久しぶりに本棚から「企業運命鑑定入門」という本を取り出して読み返してみました。

この本は「群式」というものを用いて企業の運勢などを占おうというもので、形式はおなじみの四柱推命によく似ています。違うのは四柱推命では命式を作成するのに「生年月日時」を使用しますが、群式の場合は「運世年月」というものを使用します。運、世というのは年より上位の時間単位で東洋占独特のもので、日常生活でお目にかかることはまずないでしょう。

この本の中では実際に有名企業の群式を読み解きながら、企業の盛衰についての解説がなされたりしていてそれはそれで面白いのですが(具体的な企業名は伏字になっていますが、どの会社のことかはすぐにわかります)今回話題にしたいところは別のところです。

この本の中には次のような記述があります。

古代における運命研究の賢人たちは、最初に個人の運命の謎を中心に探り始めたのですが、研究していくうちに、もっと大きな作用がそこに存在することに気がついたのです。それが「集団の運」というものです。(「企業運命鑑定入門」P51)

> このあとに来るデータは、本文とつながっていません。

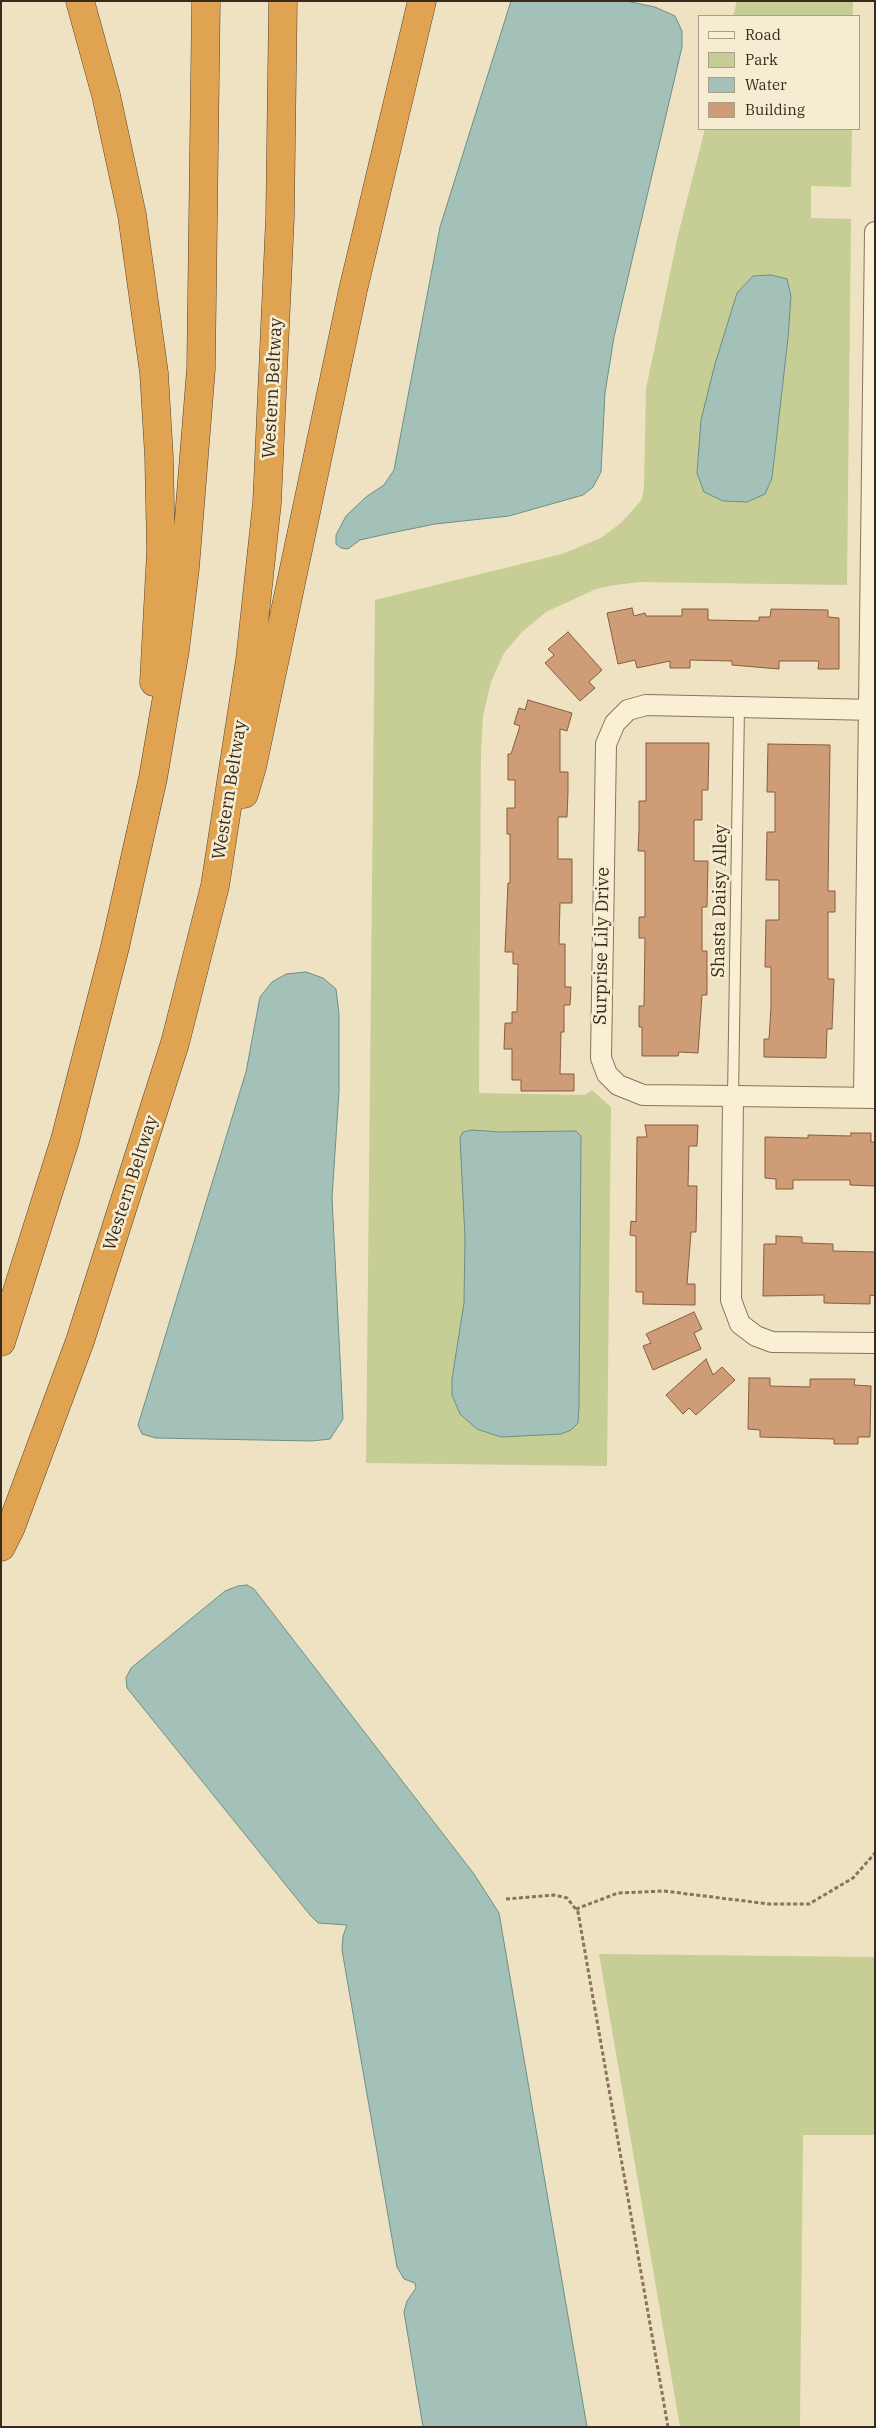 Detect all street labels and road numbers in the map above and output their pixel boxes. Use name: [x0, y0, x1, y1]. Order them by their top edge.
street label: Western Beltway: [259, 317, 287, 459]
street label: Western Beltway: [208, 719, 252, 861]
street label: Shasta Daisy Alley: [708, 824, 732, 978]
street label: Surprise Lily Drive: [590, 867, 614, 1025]
street label: Western Beltway: [99, 1113, 163, 1253] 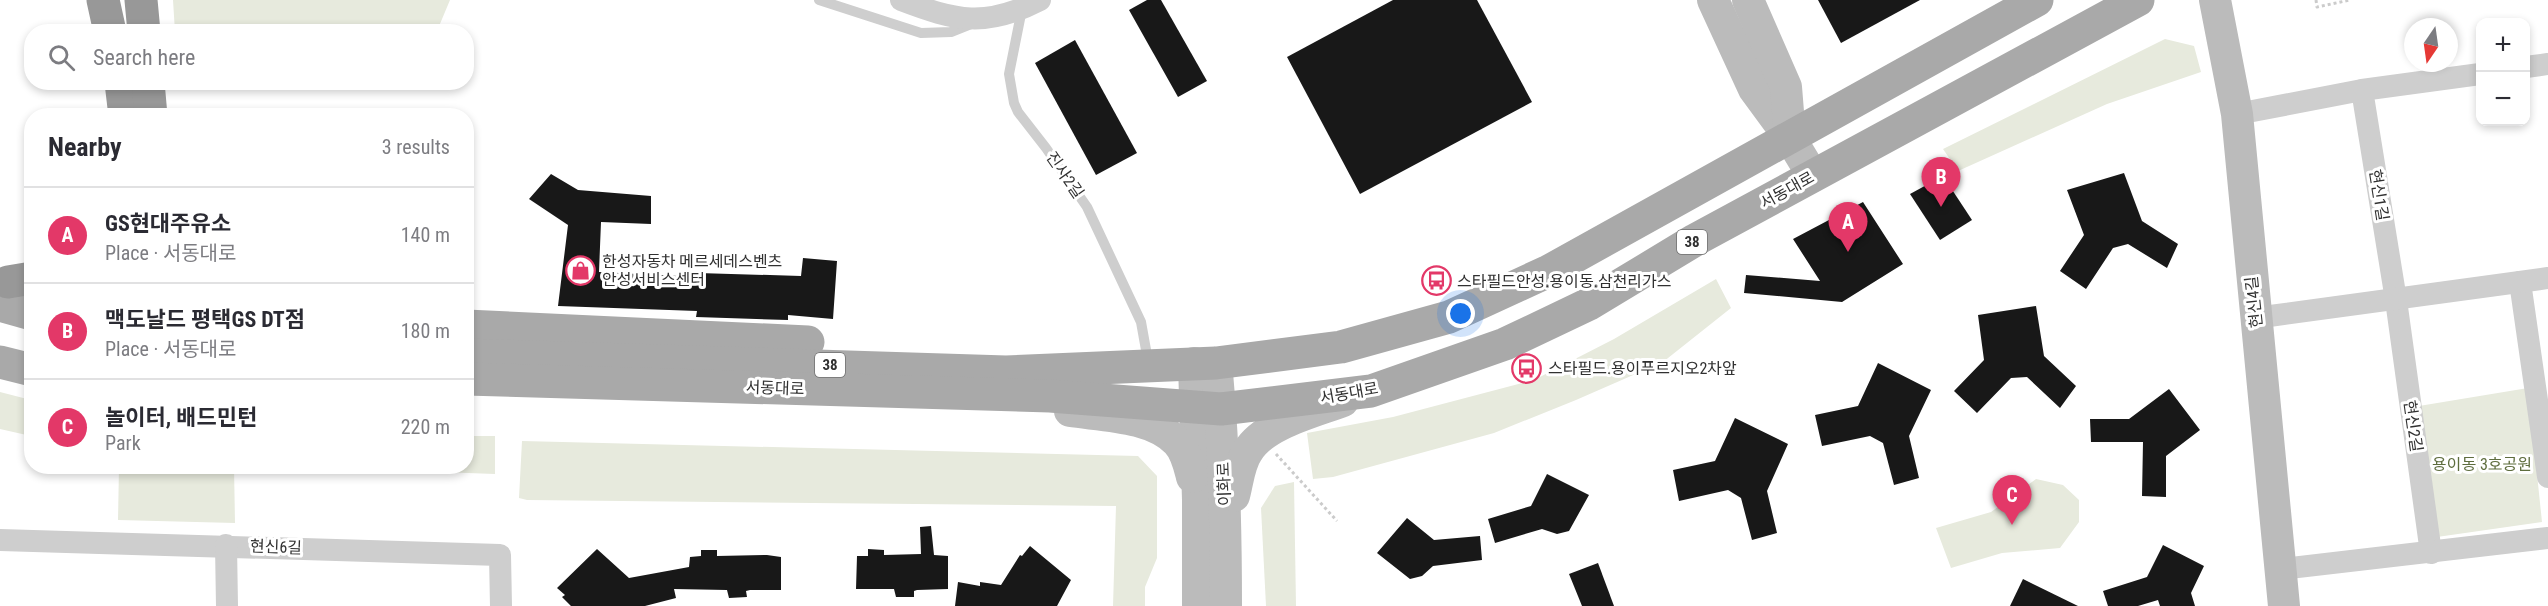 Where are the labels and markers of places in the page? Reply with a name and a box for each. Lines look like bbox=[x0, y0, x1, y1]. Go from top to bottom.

著者も本の中で言っていますが、この本以外で「集団の運」について解説している本にはほとんどお目にかかったことがありません。細かい内容は忘れてしまいましたが、ロシア発のスピリチュアル本、「リアリティ・トランサーフィン」くらいでしょうか。

 

 

「リアリティ・トランサーフィン」では運命について直接的に語っているわけではなかったと記憶していますが、「集団の力」を振り子になぞらえて説明していました。なかなか興味深い内容なので一読することをおすすめします。

さて、「集団の運」の最小単位ですが、「企業運命鑑定入門」ではそれを家運としています。少し長いですが、更に引用します。

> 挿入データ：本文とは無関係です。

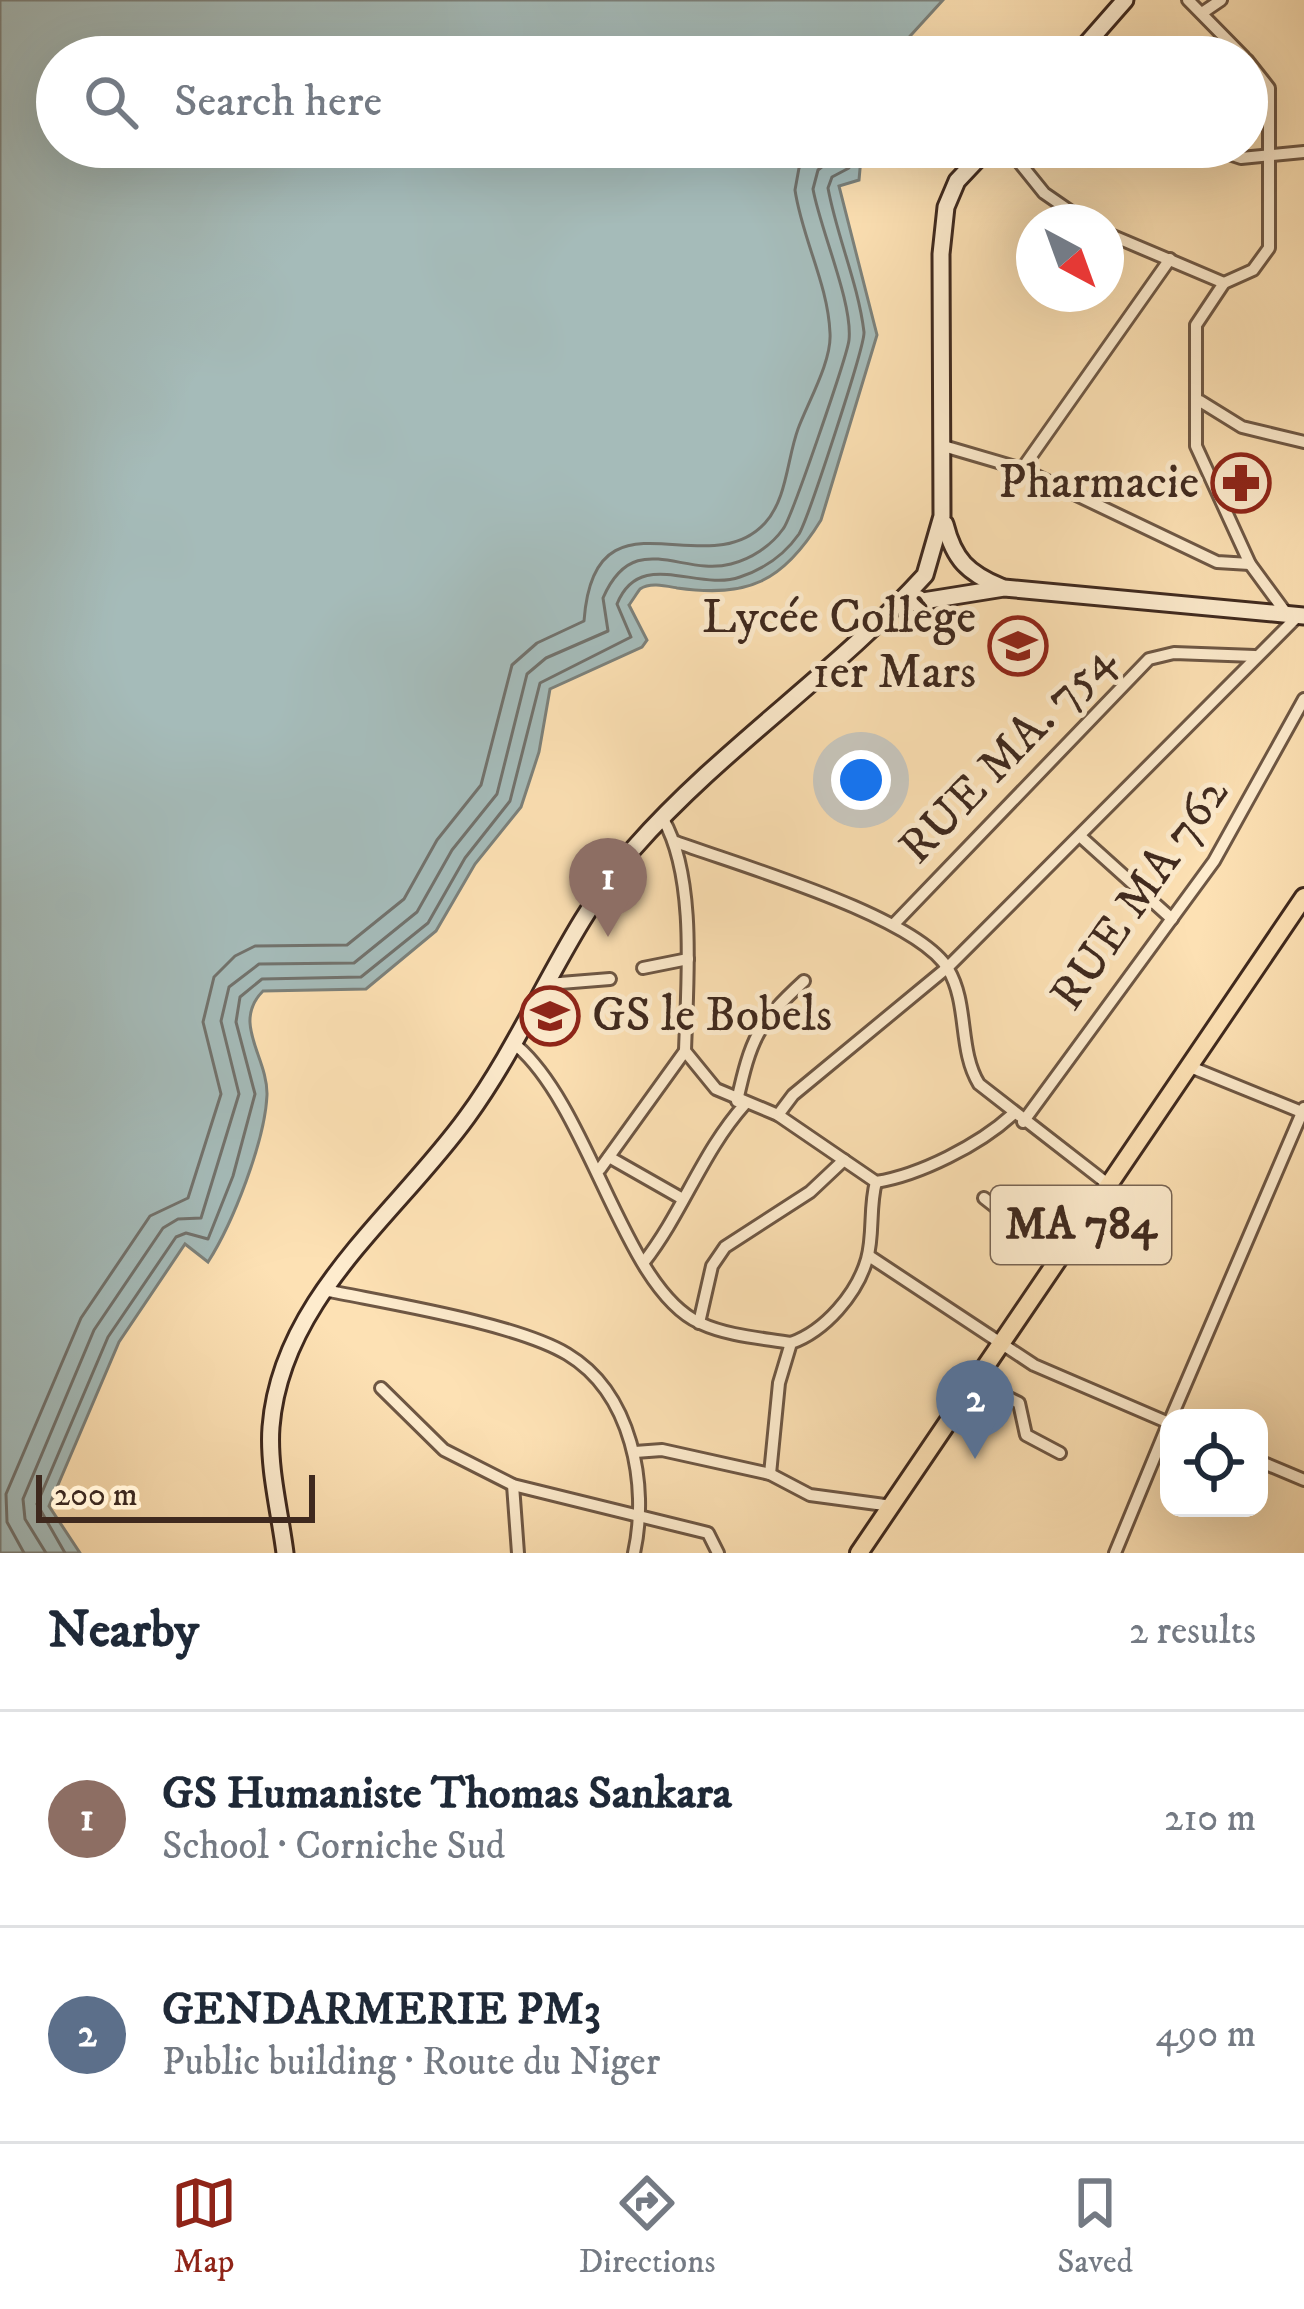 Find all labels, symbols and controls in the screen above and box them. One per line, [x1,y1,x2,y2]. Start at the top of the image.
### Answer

 家運とは、家族で構成する運命ということになります。そうすると結婚しないで独身で暮らしている人には家運は存在しないことになります。
こういう家運のない人を「単運」と我々は呼んでいます。結婚して家族を持つ人は「複合運」になります。
この複合運というものがくせもので、単運にない力を個人に与えるわけです。男性と女性が結婚して家族となると、それは単に個人の運が二つ合わさるというような単純なものではありません。数量計算的に見れば一プラス一で二になるということですが、そうではなくて合わさることで二乗倍とか三乗倍とか何倍にも拡大する可能性があるのです。組み合わせによってはもっと膨れる夫婦もおります。
よく昔から「一人口は食えなくても二人口は食える」というような格言がありますが、運命の世界ではそれ以上の力を認めております。それこそ、食うや食わずの人物が結婚を機にみるみる運を上げて大金持ちになる、というような事例は昔から数多く見られております。
(「企業運命鑑定入門」P57)

巷の四柱推命の本でも開運するには結婚することだ、と書かれているものを読んだことがありますが、何故結婚が開運になるのかまできちんと説明したものはありませんでした。余談ですが、西洋占星術では複数の年月日時を元に新たなホロスコープを作る「コンポジット」という手法があります。

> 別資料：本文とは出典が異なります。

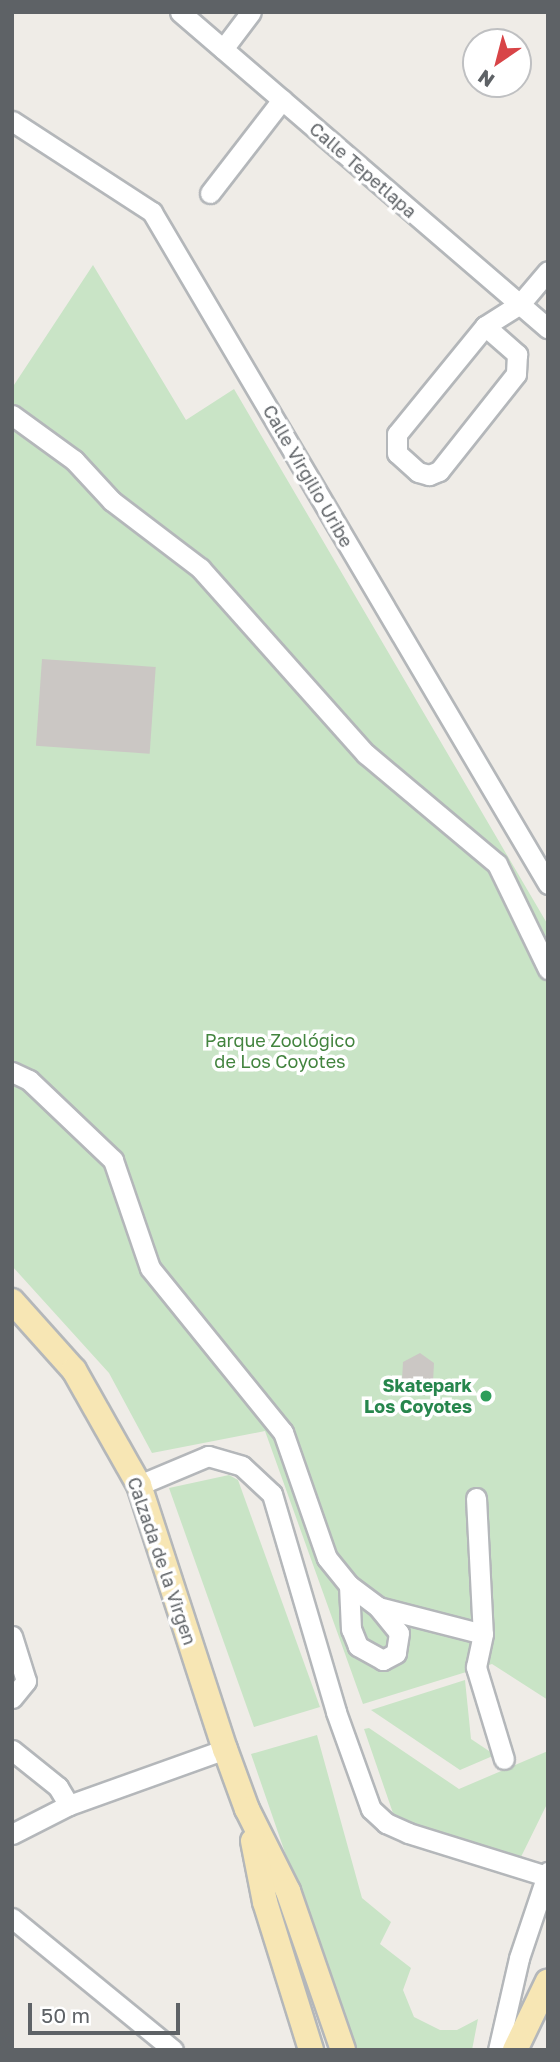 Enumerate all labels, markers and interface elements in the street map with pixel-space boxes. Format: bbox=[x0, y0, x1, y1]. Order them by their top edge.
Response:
north arrow bbox=[462, 28, 532, 98]
text: N bbox=[473, 65, 498, 93]
street label: Calle Tepetlapa bbox=[305, 118, 421, 222]
street label: Calle Virgilio Uribe bbox=[258, 401, 358, 551]
park label: Parque Zoológico de Los Coyotes bbox=[205, 1030, 355, 1072]
place label: Skatepark Los Coyotes bbox=[364, 1375, 472, 1418]
marker: Skatepark Los Coyotes bbox=[478, 1388, 494, 1404]
street label: Calzada de la Virgen bbox=[123, 1474, 201, 1648]
scale bar bbox=[32, 1988, 184, 2032]
text: 50 m bbox=[41, 2002, 90, 2028]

この「企業運命鑑定入門」が刊行されたのは本の奥付をみると2007年と約10年前になりますが、当時でも少子高齢化は問題視されていたようで、以下のような記述があります。

 今日のように日々の暮らしにある程度満足がいくようになると、男性の向上心が失われてしまい、無理に結婚しなくてもいいやという風潮になります。女性の方だって自立できるのなら、煩わしい思いをして家庭を持つよりも、一人で気楽な方がいいという人も増えているようです。
そうなると前にお話しした「単運」の人が国民の中に占める割合が増えることになります。それは運がみみっちい人が増えてくることになります。
運のスケールが小さい人ばかりになれば、よけいに国運そのものが縮んでいくようになります。
もちろん単運の人でも成功する人も大勢いると思います。でもそういう人の成功とは高みを目指すばかりで、きわめて幅の狭い専門分野でのものが多くなります。
(「企業運命鑑定入門」P.62)

 

・・・どうでしょうか。今の社会の状況そのものではないでしょうか。

もちろん本が書かれてから10年近い月日が経過しているので、当時とは違った状況も生まれています。今日、結婚せず、子供も少ないという状況に陥っているのは上の引用文にある「日々の暮らしにある程度満足がいく」というのとは真逆の非正規雇用が増加することにより、生活に不安定さが増してなかなか結婚に踏み切れなかったり、というのもあるでしょう。

 

上記の「ガベージニュース」というサイトは政府から出される各白書の内容からデータをグラフ化するなどして可視化してくれていて、とても勉強になります。

また、「企業運命鑑定入門」の引用文中にあった「一人口は食えなくても二人口は食える」というのをデータで表している(と思われる)ものも見つけましたので参考までに紹介しておきます。

 

核家族世帯と三世代、そして単独世帯それぞれで大きく異なる世帯所得…世帯構成の世代別・平均世帯所得金額をグラフ化してみる(2016年)(最新)

 

このリンクにあるグラフの中から注目すべき1枚を抜粋。

↑ 世帯構成世代別平均世帯所得(万円)(2014年)

どうでしょうか。単運と複合運の差が垣間見られないでしょうか。グラフにある一世代のところが単運、二世代以上が複合運ということになりますね。

かつて日本が頂上に向かって駆け上がっていた時代、国民の多くは複合運の中にいたのです。それが時間が経つに従って単運のほうが増えていき、それとともに高度成長も鳴りを潜めた。その転換点はなんだったのか。そこを明らかにしていくことがこれからの日本を変えていくきっかけになるのでしょうね。

なんとなく、あれかなーというのは想像できますけれども。